SUPPLIED MATERIAL ▸
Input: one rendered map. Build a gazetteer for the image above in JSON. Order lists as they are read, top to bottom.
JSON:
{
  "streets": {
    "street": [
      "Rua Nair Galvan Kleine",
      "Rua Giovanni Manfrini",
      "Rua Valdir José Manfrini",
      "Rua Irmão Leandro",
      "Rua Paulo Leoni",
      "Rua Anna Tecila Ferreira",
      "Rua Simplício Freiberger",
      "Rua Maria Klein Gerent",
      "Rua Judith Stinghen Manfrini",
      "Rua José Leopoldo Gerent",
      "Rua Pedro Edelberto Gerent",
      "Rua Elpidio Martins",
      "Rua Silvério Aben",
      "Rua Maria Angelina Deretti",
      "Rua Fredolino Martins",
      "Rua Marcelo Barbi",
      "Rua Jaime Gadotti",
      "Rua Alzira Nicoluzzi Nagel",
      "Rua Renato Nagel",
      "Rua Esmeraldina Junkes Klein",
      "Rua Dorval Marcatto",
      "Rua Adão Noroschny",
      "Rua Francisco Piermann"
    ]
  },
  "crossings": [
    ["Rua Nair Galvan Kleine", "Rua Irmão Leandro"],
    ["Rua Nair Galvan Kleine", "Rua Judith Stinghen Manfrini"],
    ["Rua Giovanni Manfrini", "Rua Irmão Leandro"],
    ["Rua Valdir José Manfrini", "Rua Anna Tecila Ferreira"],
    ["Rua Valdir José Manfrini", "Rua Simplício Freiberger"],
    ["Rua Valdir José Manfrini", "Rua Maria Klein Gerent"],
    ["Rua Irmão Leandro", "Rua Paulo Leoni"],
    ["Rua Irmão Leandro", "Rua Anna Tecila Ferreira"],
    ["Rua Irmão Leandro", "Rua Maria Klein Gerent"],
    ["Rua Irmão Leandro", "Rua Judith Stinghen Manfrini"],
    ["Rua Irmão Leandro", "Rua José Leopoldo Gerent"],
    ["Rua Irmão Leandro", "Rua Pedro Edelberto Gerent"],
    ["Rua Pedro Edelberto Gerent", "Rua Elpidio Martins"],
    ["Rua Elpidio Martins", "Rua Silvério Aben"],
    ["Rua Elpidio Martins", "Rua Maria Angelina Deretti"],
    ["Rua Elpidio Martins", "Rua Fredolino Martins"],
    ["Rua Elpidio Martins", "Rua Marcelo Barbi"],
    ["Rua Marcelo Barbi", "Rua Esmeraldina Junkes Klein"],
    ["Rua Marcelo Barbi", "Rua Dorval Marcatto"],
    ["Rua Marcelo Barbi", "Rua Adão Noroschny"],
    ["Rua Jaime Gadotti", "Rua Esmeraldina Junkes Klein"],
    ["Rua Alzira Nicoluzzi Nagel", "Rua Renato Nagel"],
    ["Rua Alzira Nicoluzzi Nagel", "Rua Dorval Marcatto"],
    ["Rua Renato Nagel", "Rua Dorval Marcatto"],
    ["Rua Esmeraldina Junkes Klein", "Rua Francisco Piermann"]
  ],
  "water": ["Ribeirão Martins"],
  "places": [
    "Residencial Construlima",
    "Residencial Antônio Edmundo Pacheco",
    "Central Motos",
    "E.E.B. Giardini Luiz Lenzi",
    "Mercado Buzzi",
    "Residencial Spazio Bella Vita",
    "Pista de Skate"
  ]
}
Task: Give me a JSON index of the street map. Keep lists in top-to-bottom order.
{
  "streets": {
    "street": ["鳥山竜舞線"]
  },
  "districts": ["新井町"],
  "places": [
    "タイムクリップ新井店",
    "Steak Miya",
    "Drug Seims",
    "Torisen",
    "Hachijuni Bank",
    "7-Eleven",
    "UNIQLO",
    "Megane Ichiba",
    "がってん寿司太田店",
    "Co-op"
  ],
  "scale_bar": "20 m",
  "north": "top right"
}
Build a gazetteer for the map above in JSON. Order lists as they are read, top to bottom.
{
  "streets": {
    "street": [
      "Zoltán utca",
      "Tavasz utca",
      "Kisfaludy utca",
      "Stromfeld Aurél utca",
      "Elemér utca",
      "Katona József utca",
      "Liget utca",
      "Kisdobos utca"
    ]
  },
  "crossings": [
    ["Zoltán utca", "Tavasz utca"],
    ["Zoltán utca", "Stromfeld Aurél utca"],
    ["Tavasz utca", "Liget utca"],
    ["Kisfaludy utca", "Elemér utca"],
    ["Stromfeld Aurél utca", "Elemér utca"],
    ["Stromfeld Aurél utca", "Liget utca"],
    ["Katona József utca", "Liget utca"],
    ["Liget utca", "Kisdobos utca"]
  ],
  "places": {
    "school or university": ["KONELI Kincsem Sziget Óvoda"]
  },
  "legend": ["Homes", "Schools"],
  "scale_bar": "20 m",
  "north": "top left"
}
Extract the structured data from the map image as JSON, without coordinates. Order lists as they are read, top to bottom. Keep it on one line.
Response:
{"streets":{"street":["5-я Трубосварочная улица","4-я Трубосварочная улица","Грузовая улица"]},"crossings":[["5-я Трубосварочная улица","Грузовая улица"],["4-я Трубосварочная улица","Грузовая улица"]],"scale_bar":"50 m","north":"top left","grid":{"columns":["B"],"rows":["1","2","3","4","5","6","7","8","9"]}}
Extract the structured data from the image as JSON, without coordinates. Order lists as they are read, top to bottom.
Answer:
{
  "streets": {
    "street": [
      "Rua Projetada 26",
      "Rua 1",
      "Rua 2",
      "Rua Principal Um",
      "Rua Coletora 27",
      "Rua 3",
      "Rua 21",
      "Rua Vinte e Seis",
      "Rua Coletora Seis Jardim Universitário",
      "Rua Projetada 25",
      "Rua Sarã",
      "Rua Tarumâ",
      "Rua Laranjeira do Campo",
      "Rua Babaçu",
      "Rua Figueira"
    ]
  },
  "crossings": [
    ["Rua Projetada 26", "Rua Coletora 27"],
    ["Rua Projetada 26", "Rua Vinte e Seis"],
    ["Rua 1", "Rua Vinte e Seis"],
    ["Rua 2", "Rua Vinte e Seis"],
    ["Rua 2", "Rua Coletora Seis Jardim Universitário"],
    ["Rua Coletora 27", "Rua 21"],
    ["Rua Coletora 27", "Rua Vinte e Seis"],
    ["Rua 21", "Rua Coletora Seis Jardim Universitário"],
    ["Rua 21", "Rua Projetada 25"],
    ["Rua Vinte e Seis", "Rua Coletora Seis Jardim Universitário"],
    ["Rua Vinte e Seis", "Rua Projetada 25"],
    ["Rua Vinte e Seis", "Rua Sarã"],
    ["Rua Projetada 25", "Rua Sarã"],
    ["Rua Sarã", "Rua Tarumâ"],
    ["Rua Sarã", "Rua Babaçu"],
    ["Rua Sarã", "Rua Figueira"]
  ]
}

TRY IT ▸
Say how many lines of the data include the word "Martins". Respond with the number alone.

OUTPUT BELOW ▸
8